■ **EXERCISE DIRECTIONS**
Begin with the first line below and retype each line exactly through the line containing "flex:none; width:28px; height:28px;". Any pictures are to be left out.

■ **INPUT RECORDS**
* * *

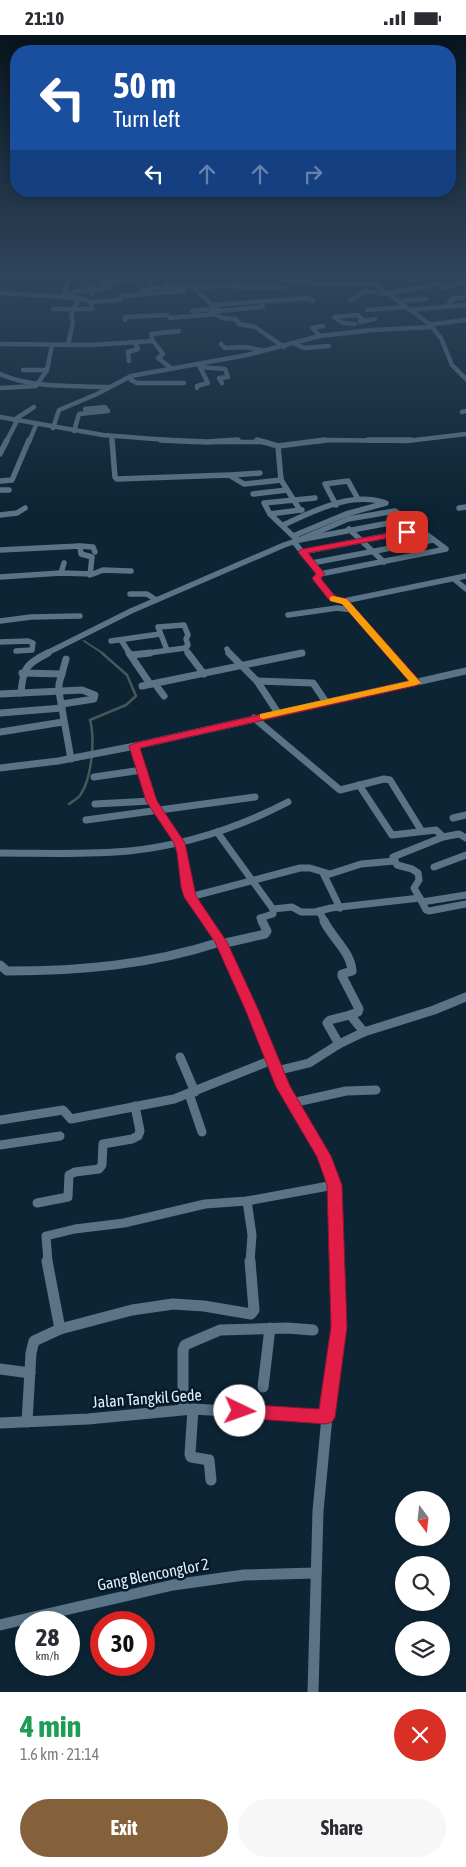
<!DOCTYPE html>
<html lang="en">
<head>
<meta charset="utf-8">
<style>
	:root { --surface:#fff; --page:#f7f7f7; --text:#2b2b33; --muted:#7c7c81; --accent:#85613b }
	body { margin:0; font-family:"Asap Condensed",sans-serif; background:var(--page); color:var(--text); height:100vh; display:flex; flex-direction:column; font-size:19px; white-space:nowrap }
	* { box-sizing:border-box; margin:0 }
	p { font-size:16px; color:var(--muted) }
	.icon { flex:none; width:28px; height:28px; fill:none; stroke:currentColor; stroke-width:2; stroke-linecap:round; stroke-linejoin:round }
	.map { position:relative; height:1657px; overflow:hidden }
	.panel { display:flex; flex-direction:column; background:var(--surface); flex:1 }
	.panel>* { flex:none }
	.guide { position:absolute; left:10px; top:10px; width:446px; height:152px; border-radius:20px; box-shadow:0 2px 8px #0003; background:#1a4fa0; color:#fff; overflow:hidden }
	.needle { width:32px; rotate:165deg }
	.fabs { position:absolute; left:395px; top:1456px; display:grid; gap:10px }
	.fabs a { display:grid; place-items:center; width:55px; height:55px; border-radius:50%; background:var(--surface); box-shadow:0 2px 8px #0003; font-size:25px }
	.speed { position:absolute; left:15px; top:1576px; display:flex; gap:10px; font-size:25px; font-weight:700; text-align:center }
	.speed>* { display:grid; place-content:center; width:65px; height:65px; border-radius:50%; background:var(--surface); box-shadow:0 2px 8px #0003; line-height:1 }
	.speed small { font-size:12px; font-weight:400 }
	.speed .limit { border:8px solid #d22; background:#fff; color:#111 }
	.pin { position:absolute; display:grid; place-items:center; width:42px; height:42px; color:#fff; margin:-21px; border-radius:10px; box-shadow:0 2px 8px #0006 }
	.me { position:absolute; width:55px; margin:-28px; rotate:93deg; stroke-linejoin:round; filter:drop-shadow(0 0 4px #0008) }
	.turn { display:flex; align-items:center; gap:18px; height:105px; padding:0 20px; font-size:22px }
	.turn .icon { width:65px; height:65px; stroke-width:2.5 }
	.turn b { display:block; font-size:35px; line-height:42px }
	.lanes { display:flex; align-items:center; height:48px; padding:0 20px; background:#0003; justify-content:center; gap:25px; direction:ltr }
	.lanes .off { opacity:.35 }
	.round { display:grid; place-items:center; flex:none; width:52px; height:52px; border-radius:26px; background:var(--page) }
	.overview { display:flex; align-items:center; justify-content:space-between; height:85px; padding:0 20px }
	h1 { font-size:30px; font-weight:700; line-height:38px; color:#1e9e55 }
	.cta { display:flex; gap:10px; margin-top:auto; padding:10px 20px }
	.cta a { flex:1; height:58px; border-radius:30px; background:var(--accent); color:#fff; font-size:20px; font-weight:700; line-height:58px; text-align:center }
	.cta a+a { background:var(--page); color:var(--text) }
	.status { display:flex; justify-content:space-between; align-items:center; height:35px; padding:0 25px; background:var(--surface); direction:ltr }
	.status svg { height:14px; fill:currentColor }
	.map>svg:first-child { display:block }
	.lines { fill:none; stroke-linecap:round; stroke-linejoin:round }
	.stream-far1 { stroke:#475857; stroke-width:2 }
	.stream { stroke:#475857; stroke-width:2.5 }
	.street-far4 { stroke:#5a7386; stroke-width:4.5 }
	.street-far3 { stroke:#5a7386; stroke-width:5.5 }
	.street-far2 { stroke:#5a7386; stroke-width:7 }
	.street-far1 { stroke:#5a7386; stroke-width:9 }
	.street { stroke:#5a7386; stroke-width:11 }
	.route { fill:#e11d48; stroke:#92132f }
	.slow { fill:#f59e0b }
	.labels { text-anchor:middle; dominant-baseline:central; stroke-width:5; stroke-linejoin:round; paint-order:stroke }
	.near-street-label { font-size:16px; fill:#e3f1fc; stroke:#041a2a }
</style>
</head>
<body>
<div class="status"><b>21:10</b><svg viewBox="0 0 49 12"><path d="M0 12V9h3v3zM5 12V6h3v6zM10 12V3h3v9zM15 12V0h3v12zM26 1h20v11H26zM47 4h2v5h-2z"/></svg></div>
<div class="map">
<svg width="466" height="1657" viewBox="0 0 466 1657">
	<rect width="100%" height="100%" fill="#0d2434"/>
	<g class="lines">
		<path class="stream-far1" d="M84,606L104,619"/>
		<path class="stream" d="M69,769C73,766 79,763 81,759C92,742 95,704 90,685L126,670L136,661L127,640L102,618"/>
		<g class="street-far4">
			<path d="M61,239L68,246L64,258H71V261"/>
			<path d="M228,239L237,252H285"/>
			<path d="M271,239L272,242L290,241"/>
			<path d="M361,239L431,290"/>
			<path d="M387,239L393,242"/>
			<path d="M461,239L466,241"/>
			<path d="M81,242L83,250H92L93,254"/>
			<path d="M105,245L146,244L153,253"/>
			<path d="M282,246L309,245L313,249H375"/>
			<path d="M169,252L163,243L175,241L176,239"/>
			<path d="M194,252L235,250"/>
			<path d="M443,253L466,246"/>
			<path d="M143,254L192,251L218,276L263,272L259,267"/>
			<path d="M90,256L111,252L105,248L103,239"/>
			<path d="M0,258L79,263L71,280L73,287L68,310"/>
			<path d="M71,258L75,256H90L92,259"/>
			<path d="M79,263L91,267L120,265L121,261L184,256"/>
			<path d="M350,266L365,256L384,259L439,249"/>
			<path d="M399,266L427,264"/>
			<path d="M213,270L309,263L313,266"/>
			<path d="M452,271L449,268L452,266L451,264L466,262"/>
			<path d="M53,274H92L91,267"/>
			<path d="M367,275L406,272"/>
			<path d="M409,275L466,270"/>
			<path d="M192,276L211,274L215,279"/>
			<path d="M125,285V282L167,280L170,283L215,279L222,283L236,284L239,289L255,292L284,312"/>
			<path d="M360,287L375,284"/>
			<path d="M355,289L343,288L334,282L358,280L364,286"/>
			<path d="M432,292L441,303L452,330L466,344"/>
			<path d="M320,301L312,293L323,291"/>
			<path d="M153,306L151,299L179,296"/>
			<path d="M0,309L90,310L153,306L163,319L158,323L171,333"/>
			<path d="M221,309L225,313L245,312L261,315"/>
			<path d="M295,309L304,313L329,311"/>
			<path d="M129,326L128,317L138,314L135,308"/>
			<path d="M200,332L225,334L228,342L219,343L222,348"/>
			<path d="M23,335H47"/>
			<path d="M0,339C30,353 76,351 109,352"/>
			<path d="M131,341V345L137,348H184"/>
			<path d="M0,353L36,351L47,335L52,310"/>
			<path d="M197,353V351L208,348L199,330"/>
			<path d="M462,377L466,376"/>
			<path d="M0,382L103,400L193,407"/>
			<path d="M14,385L34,372"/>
			<path d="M53,393L59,375L97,359L131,341L247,320L320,301L372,295L432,292L431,290L434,289L466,285"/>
			<path d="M74,396L79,379L108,376L105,372L85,374"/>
			<path d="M112,403V407"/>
			<path d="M6,407L17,386"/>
			<path d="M29,407L36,390"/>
			<path d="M215,407H267"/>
			<path d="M314,407L329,405L407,406L466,399"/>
		</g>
		<g class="street-far3">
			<path d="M112,405L115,442L117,444L229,440L244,449L281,445L300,475H302"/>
			<path d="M161,405L207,407L238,405"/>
			<path d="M257,405L278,411L325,405"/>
			<path d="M368,405H411"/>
			<path d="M278,411L281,445"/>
			<path d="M0,419L7,405"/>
			<path d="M231,440L260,438"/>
			<path d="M0,446L12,445L29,405"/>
			<path d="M0,455H9"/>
			<path d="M253,459L287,455"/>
			<path d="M336,470L325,449L348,446L358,464"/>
			<path d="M459,473L466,472"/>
			<path d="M270,479L264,468L315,463"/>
			<path d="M0,480L17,478L25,473"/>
			<path d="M283,490C314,476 351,456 386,468L346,479L293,501L270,479L300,475"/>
			<path d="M349,494L384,527"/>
			<path d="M293,501L299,505L348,484L395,476L446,514L320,539"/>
			<path d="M294,507L320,539L316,543C323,553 331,565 344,566L391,619"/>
			<path d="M80,511L81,519L92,522L90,540"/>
			<path d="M0,515L80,511L93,512L95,517"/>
			<path d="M302,517L422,494"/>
			<path d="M312,528L433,505"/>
			<path d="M61,538L64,528"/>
			<path d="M0,542L61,538L93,539L103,535L131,536"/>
			<path d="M454,544L466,554"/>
			<path d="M130,559H147L156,565"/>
			<path d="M344,566L466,541"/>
			<path d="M288,580L337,573L353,575"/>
			<path d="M0,586L31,582L80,581"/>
			<path d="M121,605L130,619"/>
			<path d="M111,606L160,599"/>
			<path d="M0,607L28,606L33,608L32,615L16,616"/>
			<path d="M185,613L189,619"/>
			<path d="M227,614L229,619"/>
			<path d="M45,619L131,576L284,510L299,505L405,485"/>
			<path d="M141,619L185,613L188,610L186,604L188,600L184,590L158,592L167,615"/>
			<path d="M298,619L302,618"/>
		</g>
		<g class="street-far2">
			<path d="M129,618L150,649"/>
			<path d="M188,618L204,639"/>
			<path d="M229,618L257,646L278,678"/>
			<path d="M390,618L416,647"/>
			<path d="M132,620L150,618"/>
			<path d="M66,624L59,649V657L71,724"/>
			<path d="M22,638L62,639"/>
			<path d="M257,646L313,648L326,667"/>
			<path d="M155,649L164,661"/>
			<path d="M142,651L302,618"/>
			<path d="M21,658C23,633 26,629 48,618"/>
			<path d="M0,659L82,655L95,660L94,664L62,669"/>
			<path d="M0,678L62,673"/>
			<path d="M254,683L340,755L384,744L390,745L421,795"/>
			<path d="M0,697L63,687"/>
			<path d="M135,711L151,766L179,808L183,819L186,852L190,862L207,887"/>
			<path d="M0,733L58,726L135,711L466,636"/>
			<path d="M94,742L142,735"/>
			<path d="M359,750L392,800L436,795L443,802L459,799L466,803"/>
			<path d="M95,769L151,766"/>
			<path d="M453,783L466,780"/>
			<path d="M86,785L255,762"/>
			<path d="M217,797L273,874"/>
			<path d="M443,802L393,822L397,830L412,834L418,838L419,845L414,853L422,867L466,860"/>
			<path d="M0,818C43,818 86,820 129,816C185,810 238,793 288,767"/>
			<path d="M434,832L466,820"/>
			<path d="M323,838L340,873"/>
			<path d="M190,862L300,833H310L330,839L361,829L395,826"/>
			<path d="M422,867L426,875L429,876L466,869"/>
			<path d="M319,876L325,887"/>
			<path d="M262,887L260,883L273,879V874L292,872L301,877H315L331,873L420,863"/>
		</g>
		<g class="street-far1">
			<path d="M206,886L220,907L251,974L283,1052L324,1121L334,1150L337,1227"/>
			<path d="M324,886C332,903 351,917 352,936L342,939V941L359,974L358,977L350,980L364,997"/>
			<path d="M221,909L265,899L267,896L262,886"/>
			<path d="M0,930L7,936C80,936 150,930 220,907"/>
			<path d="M339,1009L327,988L330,985L350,980"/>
			<path d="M180,1022L195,1057"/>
			<path d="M276,1036L309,1028L339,1009L364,997L434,975L466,962"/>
			<path d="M189,1059L202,1097"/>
			<path d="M292,1068L346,1056L376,1055"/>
			<path d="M0,1085L63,1075L71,1084L174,1064L272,1025"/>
			<path d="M0,1110L60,1101"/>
			<path d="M247,1166L252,1200L250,1227"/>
			<path d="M37,1168L68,1162L69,1140L75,1137L99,1134L102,1130L103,1109L132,1104L138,1101L140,1096L135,1071"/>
			<path d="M48,1227L46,1201L75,1194L124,1188L205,1169L247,1166L334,1150"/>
		</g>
		<g class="street">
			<path d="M60,1294L132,1275L173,1269L204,1271L251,1279L254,1275L250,1226"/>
			<path d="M0,1334L30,1338"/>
			<path d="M263,1352L270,1293"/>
			<path d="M183,1374V1315L185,1310L220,1295L287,1293L313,1295"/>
			<path d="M193,1374L190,1419L191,1422L209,1425L211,1445"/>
			<path d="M27,1387L31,1318L34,1306L60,1294L47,1226"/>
			<path d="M0,1388L88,1384L193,1374L327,1382"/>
			<path d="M0,1590L173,1550L244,1540L315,1538"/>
			<path d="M313,1657L318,1476L327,1382L339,1292L337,1226"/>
		</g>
	</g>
	<linearGradient id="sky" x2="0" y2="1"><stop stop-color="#07141d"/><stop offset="0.51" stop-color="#2f455c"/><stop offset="1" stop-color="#2f455c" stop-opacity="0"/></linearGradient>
	<rect width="466" height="471" fill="url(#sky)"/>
	<path class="route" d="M407,495L411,497L410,499L308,518L325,539L321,543L322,545L335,561L347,564L419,645V650L140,713L157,766L185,808L196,861L227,907L258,974L290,1051L331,1121L342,1150L347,1292L335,1382L332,1387L326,1389L240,1383L234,1381L232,1376L234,1371L240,1369L319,1374L331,1292L327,1150L317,1122L276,1052L245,974L215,907L184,862L181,852L177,818L174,808L146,766L129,711L135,708L409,646L342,569L329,565L314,546L312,543L316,539L298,517L302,514Z"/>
	<path class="slow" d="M333,561L347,564L421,648L416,650L263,684L260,683V679L409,646L342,569L330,566V562Z"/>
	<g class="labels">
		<g class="near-street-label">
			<text transform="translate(147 1363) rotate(-4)">Jalan Tangkil Gede</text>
			<text transform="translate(153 1539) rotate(-11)">Gang Blenconglor 2</text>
		</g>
	</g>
</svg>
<div class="fabs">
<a><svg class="needle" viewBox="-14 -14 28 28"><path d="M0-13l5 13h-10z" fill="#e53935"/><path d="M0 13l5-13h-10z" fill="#7c7c81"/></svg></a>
<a><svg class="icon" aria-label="search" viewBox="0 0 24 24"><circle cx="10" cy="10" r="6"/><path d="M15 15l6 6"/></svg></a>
<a><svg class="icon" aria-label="layers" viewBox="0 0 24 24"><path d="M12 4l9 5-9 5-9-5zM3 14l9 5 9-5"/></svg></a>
</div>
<div class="speed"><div>28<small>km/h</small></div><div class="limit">30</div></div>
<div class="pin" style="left:407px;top:497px;background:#d93025"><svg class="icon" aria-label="arrive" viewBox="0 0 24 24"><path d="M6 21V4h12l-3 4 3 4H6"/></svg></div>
<svg class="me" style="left:240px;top:1376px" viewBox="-20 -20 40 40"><circle r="19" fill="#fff"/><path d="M0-13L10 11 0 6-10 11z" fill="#e11d48"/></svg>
<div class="guide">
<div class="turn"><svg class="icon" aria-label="left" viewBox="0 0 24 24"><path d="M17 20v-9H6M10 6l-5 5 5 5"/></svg><div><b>50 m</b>Turn left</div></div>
<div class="lanes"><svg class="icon" aria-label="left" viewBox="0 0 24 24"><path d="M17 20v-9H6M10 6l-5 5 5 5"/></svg><svg class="icon off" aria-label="ahead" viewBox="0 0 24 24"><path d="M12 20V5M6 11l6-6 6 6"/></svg><svg class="icon off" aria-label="ahead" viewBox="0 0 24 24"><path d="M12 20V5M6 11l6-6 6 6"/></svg><svg class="icon off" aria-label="right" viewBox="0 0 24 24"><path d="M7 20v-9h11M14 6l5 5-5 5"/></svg></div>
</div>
</div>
<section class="panel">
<div class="overview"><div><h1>4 min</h1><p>1.6 km · 21:14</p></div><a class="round" style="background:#d93025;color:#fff"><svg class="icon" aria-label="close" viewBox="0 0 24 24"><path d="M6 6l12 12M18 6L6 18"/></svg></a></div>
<div class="cta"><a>Exit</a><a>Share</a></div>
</section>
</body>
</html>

* * *

■ **FINISHED TASK**
<!DOCTYPE html>
<html lang="en">
<head>
<meta charset="utf-8">
<style>
	:root { --surface:#fff; --page:#f7f7f7; --text:#2b2b33; --muted:#7c7c81; --accent:#85613b }
	body { margin:0; font-family:"Asap Condensed",sans-serif; background:var(--page); color:var(--text); height:100vh; display:flex; flex-direction:column; font-size:19px; white-space:nowrap }
	* { box-sizing:border-box; margin:0 }
	p { font-size:16px; color:var(--muted) }
	.icon { flex:none; width:28px; height:28px; fill:none; stroke:currentColor; stroke-width:2; stroke-linecap:round; stroke-linejoin:round }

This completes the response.